**TASK OBJECTIVE**
Your output should be the line with "Serialize what can" plus all following lines to the end of the records, exactly as written and nothing more.

**GIVEN RECORDS**
□ □ □ □ □ □ □

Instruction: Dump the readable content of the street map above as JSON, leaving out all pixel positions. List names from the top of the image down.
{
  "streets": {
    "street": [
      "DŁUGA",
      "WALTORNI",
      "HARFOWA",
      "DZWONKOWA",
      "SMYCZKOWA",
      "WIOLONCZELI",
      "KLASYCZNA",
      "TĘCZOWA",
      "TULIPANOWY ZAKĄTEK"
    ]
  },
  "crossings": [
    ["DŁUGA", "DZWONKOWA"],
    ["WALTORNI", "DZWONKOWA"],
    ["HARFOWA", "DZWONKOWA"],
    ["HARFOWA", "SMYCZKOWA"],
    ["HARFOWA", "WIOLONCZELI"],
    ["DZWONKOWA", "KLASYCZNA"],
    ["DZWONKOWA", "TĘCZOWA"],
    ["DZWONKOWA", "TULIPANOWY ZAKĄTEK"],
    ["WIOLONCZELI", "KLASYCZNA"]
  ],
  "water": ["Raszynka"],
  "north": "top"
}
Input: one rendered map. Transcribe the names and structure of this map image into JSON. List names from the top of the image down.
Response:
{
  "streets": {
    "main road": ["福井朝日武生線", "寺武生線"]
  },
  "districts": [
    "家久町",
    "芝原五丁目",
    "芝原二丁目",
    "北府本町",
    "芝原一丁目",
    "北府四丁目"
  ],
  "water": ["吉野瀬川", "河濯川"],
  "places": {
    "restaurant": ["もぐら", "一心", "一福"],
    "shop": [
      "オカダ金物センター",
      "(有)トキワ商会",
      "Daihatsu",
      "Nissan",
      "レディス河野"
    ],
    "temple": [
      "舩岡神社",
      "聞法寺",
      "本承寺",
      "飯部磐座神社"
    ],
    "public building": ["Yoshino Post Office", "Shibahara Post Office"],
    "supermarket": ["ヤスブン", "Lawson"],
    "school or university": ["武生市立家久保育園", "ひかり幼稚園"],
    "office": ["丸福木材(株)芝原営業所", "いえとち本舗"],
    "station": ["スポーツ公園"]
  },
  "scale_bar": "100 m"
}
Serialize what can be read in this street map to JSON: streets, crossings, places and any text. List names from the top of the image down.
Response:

□ □ □ □ □ □ □

**EXERCISE OUTPUT**
Serialize what can be read in this street map to JSON: streets, crossings, places and any text. List names from the top of the image down.
Response:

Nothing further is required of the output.